What are the fundamentals of Artificial Intelligence Markup Language (AIML)?
After knowing what is AIML, this is how it describes a category of information objects called AIML objects and partially describes the behavior of computer programs that process them.
AIML objects are made of units called topics and categories, which contain either parsed or unparsed data. Parsed data is created of characters, several of which form character data, and a few of which form AIML elements.
AIML elements encapsulate the stimulus-response knowledge contained within the document. Character data within these elements is usually parsed by an AIML interpreter and sometimes left unparsed for later processing by a Responder.

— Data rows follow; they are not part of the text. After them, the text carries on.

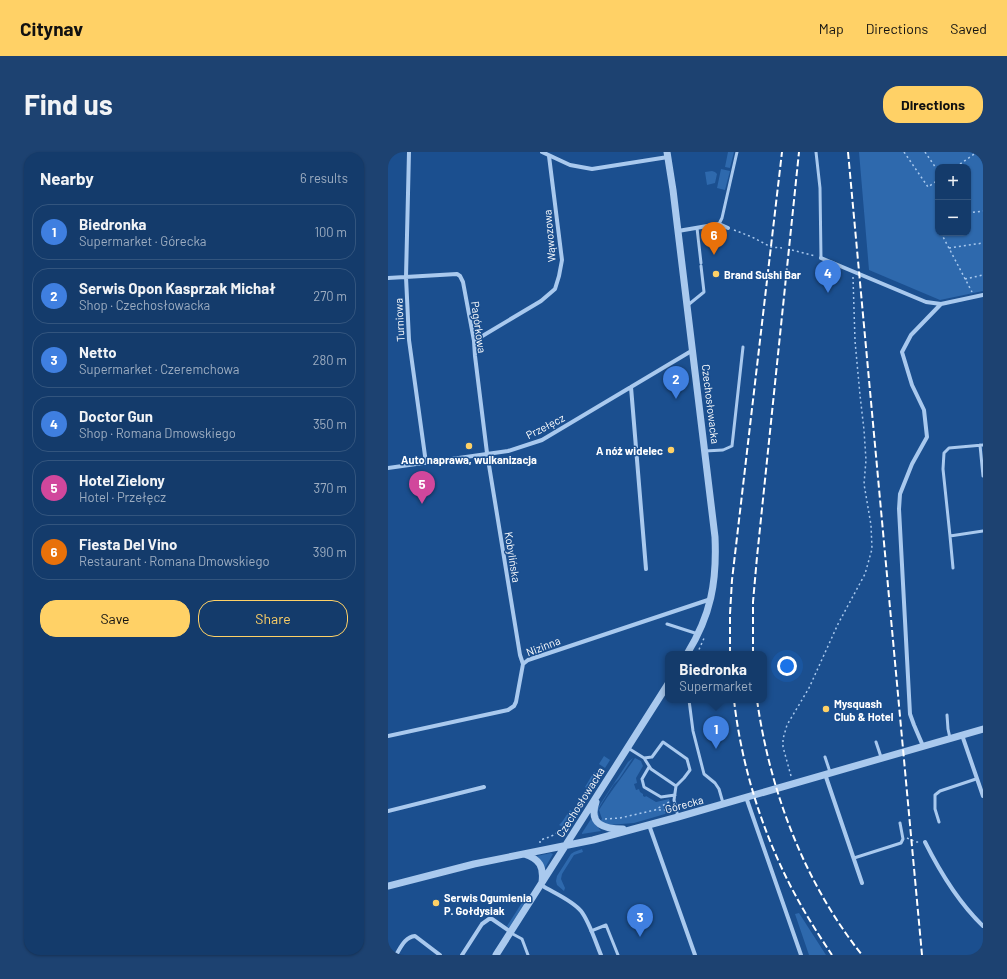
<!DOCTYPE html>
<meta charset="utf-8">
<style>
:root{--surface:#143b6b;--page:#1d4271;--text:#f1f3f6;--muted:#9dadc1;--line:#33557e;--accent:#ffd166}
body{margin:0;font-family:Barlow,sans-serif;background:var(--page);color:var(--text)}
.controls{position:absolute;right:12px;top:12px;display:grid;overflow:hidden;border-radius:8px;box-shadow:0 1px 3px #0004}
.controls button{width:36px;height:36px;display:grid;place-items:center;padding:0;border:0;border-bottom:1px solid var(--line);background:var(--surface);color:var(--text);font:20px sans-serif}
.you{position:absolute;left:399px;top:514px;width:14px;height:14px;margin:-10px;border:3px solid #fff;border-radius:50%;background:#1a73e8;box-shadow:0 0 0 6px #1a73e833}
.badge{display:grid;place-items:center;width:26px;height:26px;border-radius:50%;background:var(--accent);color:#fff;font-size:13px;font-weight:700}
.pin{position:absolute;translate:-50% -33px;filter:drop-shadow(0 1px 2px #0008)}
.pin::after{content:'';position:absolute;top:21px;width:14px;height:12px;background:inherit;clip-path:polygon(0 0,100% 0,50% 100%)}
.popup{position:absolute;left:277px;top:499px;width:102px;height:52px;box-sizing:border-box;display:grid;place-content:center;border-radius:8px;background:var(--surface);filter:drop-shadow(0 1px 3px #0005);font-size:13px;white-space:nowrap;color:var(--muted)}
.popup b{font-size:15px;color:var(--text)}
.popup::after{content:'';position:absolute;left:50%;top:100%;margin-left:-8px;border:8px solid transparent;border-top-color:var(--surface)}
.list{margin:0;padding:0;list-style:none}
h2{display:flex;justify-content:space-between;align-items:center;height:52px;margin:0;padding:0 16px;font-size:17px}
h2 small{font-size:13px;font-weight:400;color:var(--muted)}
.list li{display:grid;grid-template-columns:26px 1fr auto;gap:12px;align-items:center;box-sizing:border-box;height:56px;margin:0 8px 8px;padding:0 8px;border:1px solid var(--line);border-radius:16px}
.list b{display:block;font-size:15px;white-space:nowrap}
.list p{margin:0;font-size:13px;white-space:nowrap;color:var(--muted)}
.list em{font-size:13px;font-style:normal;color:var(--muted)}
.actions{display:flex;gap:8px;padding:12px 16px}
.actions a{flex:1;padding:9px 0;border:1px solid var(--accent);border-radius:16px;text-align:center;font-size:14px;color:var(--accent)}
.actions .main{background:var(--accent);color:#111}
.map{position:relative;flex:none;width:595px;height:803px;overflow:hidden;border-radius:16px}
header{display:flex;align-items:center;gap:24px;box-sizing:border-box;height:56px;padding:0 20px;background:var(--accent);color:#111}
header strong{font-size:19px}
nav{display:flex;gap:22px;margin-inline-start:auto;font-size:14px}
.intro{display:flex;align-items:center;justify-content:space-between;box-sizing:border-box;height:96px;padding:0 24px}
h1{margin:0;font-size:28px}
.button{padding:10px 18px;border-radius:16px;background:var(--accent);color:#111;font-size:14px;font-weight:700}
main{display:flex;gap:24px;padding:0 24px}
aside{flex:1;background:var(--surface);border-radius:16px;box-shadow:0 1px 3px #0004}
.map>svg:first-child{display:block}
</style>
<header>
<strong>Citynav</strong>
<nav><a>Map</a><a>Directions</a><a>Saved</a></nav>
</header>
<div class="intro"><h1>Find us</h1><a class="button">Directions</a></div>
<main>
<aside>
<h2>Nearby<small>6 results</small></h2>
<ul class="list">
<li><span class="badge" style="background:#3f7fe0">1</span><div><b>Biedronka</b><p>Supermarket · Górecka</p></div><em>100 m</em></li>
<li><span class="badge" style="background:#3f7fe0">2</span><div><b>Serwis Opon Kasprzak Michał</b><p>Shop · Czechosłowacka</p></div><em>270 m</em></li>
<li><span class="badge" style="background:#3f7fe0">3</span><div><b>Netto</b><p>Supermarket · Czeremchowa</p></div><em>280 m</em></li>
<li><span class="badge" style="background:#3f7fe0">4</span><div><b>Doctor Gun</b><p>Shop · Romana Dmowskiego</p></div><em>350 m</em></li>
<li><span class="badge" style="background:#d1479c">5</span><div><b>Hotel Zielony</b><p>Hotel · Przełęcz</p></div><em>370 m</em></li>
<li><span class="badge" style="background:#e8710a">6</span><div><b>Fiesta Del Vino</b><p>Restaurant · Romana Dmowskiego</p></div><em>390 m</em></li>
</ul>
<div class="actions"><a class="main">Save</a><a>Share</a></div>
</aside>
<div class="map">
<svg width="595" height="803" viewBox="0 0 595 803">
<rect width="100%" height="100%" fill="#1b4f8f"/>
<!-- green -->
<path fill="#2e69ad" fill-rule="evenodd" d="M340,0H346L342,16L337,15Z
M471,0H595V139L552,148L481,118ZM550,15H580V81H550Z
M333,17L342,19L337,38L329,36Z
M324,19L327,20L329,22L327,31L319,33L317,20Z
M216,604L222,608L217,616L211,612Z
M245,606L231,627L226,632L212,654L210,659L211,665L210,666L209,657L211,654L240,610Z
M247,606L253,609L255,614L248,626L249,631L246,632L248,638L251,637L252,640L255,642V644L257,645L258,644L268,650L281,647C284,653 282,658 277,662L246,671L221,673L212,669L214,667L211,658C222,640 235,624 247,606Z
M206,620L211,623L200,637L197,635Z
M182,658L185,660L175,675L171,673L174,670Z
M203,667L213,679L194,682V681Z
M194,697L195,700L186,703L174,722L173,727L177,736L176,739L169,733L168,729L169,724L183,702L186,700Z
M163,701L165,702L157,716L149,704Z
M137,746L139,747L121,776L119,774Z
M411,761L438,803H421L407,762Z"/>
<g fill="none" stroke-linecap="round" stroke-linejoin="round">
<!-- path -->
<path stroke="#a9c9ee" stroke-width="1.5" stroke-dasharray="2 3" stroke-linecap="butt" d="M516,0L540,35L550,28
M537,0L550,19
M568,15L589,0
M580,61L595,59
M550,68L548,71L550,74
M346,78L364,85L383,95L394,96
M553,81L584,140
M561,96L595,91
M404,98L427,104
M577,127L595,123
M309,502L317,484
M403,624L395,595V587L399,573L421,536L450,472L477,422L484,397L483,373L476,332L478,308L476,278L472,243L467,189L465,125
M281,650L267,658H281
M217,667L232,666L267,658
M519,686L528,690H532
M152,691V688C167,684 174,679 183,666L186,668"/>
<!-- service -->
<path stroke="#a9c9ee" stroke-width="3" d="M428,0L432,36L433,106
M331,72L334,66L349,0
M309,76L313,111
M300,153L316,140L313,114
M592,293L595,324
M595,293L561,296L556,301L555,317L562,384L595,379
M317,299L335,298L344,294L355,195
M562,384L565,416
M279,472L310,482
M301,548L305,579L316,622L327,631L331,637L335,651
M559,563L560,577L562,586
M488,590L493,605
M240,596L256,606L263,617L288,634L286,648L290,665
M437,605L442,620
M256,606L264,605L275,590L299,607L302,618L296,626L288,634
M261,615L254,627L256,635L273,645L287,643
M551,670L547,657V643L552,639L588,627
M466,706L513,691L515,687L512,671
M203,779L218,773L230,803
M123,781L134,787L140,803"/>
<!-- minor -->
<path stroke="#a9c9ee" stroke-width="4" d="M21,0L18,125L21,188L38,311
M154,0L182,13L204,17L280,5
M290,79L331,72L340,76
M433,106L538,150L553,152L595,143
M0,126L69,122L72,124L75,130L86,189L87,204L99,301L132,503L135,512
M86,189L153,149L167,137L171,124L174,108L161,4
M243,235L258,417
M0,316L120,299L154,288L305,198
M574,583L595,644
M0,584L120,558L126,554L128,550L135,512L140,508L323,447
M535,594L526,573L522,562L511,357L512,342L524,312L539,285L536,258L524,233L514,200L523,183L553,152
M437,622L474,731
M358,645L413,803
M0,659L96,635
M261,673L307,803
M537,690C552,720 570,750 595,774
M153,733C166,741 184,748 193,759C201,769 208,791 213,803
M8,803C13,795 17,785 27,784L52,803
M74,803L94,772L101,767H104L123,780"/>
<!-- tertiary -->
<path stroke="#a9c9ee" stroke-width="7" d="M279,0L285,38L327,385C329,430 323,463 299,502
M208,650C200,673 217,677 235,677
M136,702C152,707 156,715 154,730
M0,734L86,712L205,688L290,665L595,577
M108,803L280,532"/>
<!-- rail -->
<path stroke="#fff" stroke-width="2" stroke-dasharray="7 3" stroke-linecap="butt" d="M460,0L534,803
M342,502V462L344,428L394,0
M365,502V450L369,405L411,0
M346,548C353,610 372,673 400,729C413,755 428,779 444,803
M369,548C382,639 416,730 474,803"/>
</g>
<!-- markers -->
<g fill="#ffd166" stroke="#1b4f8f" stroke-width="1.5">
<circle cx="328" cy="122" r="4"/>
<circle cx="81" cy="294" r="4"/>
<circle cx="283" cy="298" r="4"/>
<circle cx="438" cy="557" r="4"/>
<circle cx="48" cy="751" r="4"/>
</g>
<g text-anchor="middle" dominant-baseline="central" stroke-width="3" stroke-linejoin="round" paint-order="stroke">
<!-- street labels -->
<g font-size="11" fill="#fff" stroke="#1b4f8f">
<text transform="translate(161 84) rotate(-95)">Wąwozowa</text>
<text transform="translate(11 168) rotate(-93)">Turniowa</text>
<text transform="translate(91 175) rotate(82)">Pagórkowa</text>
<text transform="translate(323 252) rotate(83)">Czechosłowacka</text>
<text transform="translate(157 274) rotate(-27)">Przełęcz</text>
<text transform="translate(125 405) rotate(81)">Kobylińska</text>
<text transform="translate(155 494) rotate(-21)">Nizinna</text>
<text transform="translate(192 650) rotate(-58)">Czechosłowacka</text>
<text transform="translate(296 652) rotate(-15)">Górecka</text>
</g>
<!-- poi labels -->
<g font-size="11" font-weight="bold" fill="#fff" stroke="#1b4f8f" text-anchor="start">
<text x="336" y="122">Brand Sushi Bar</text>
<text x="275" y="298" text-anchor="end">A nóż widelec</text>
<text x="81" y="307" text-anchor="middle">Auto naprawa, wulkanizacja</text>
<text x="446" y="551">Mysquash<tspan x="446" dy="13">Club &amp; Hotel</tspan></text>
<text x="56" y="745">Serwis Ogumienia<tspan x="56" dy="13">P. Gołdysiak</tspan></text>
</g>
</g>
</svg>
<div class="controls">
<button>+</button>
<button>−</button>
</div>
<div class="you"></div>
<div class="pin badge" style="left:328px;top:597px;background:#3f7fe0">1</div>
<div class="popup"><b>Biedronka</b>Supermarket</div>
<div class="pin badge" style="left:288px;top:247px;background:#3f7fe0">2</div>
<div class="pin badge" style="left:252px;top:785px;background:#3f7fe0">3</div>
<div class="pin badge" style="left:440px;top:141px;background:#3f7fe0">4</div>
<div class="pin badge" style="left:34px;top:352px;background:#d1479c">5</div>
<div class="pin badge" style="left:326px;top:103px;background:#e8710a">6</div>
</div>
</main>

What are some of the most important Artificial Intelligence Markup Language tags?
<aiml> tag
<aiml> tag marks the start and end of a AIML document. It contains version and encoding information under version and encoding attributes. This attribute is optional.
Encoding attributes provide the character sets to be used in the document. As a mandatory requirement, <aiml> tag must contain at least one <category> tag. We can create multiple AIML files where each AIML file contains a single <aiml> tag. The purpose of each AIML file is to add at least a single knowledge unit called category to the chatbot.
<category> tag
<category> tag is the fundamental knowledge unit of a Bot. Each category contains −
- User input in the form of a sentence which can be an assertion, question, and exclamation etc. User input can contain wild card characters like * and _.
- Response to user input to be presented by the chatbot.
- Optional context.
A <category> tag must have <pattern> and <template> tag. <pattern> represents the user input and template represents the bot's response.
<pattern> tag
The <pattern> tag represents a user's input. It should be the first tag within the <category> tag. <pattern> tag can contain wild card to match more than one sentence as user input.
AIML is case-insensitive. If a user enters “Hello,” “hello,” “HELLO” etc., all inputs are valid and bot will match them against your greeting message.
<template> tag
<template> tag represents the bot's response to the user. It should be the second tag within the <category> tag. This <template> tag can save data, call another program, give conditional answers or delegate to other categories.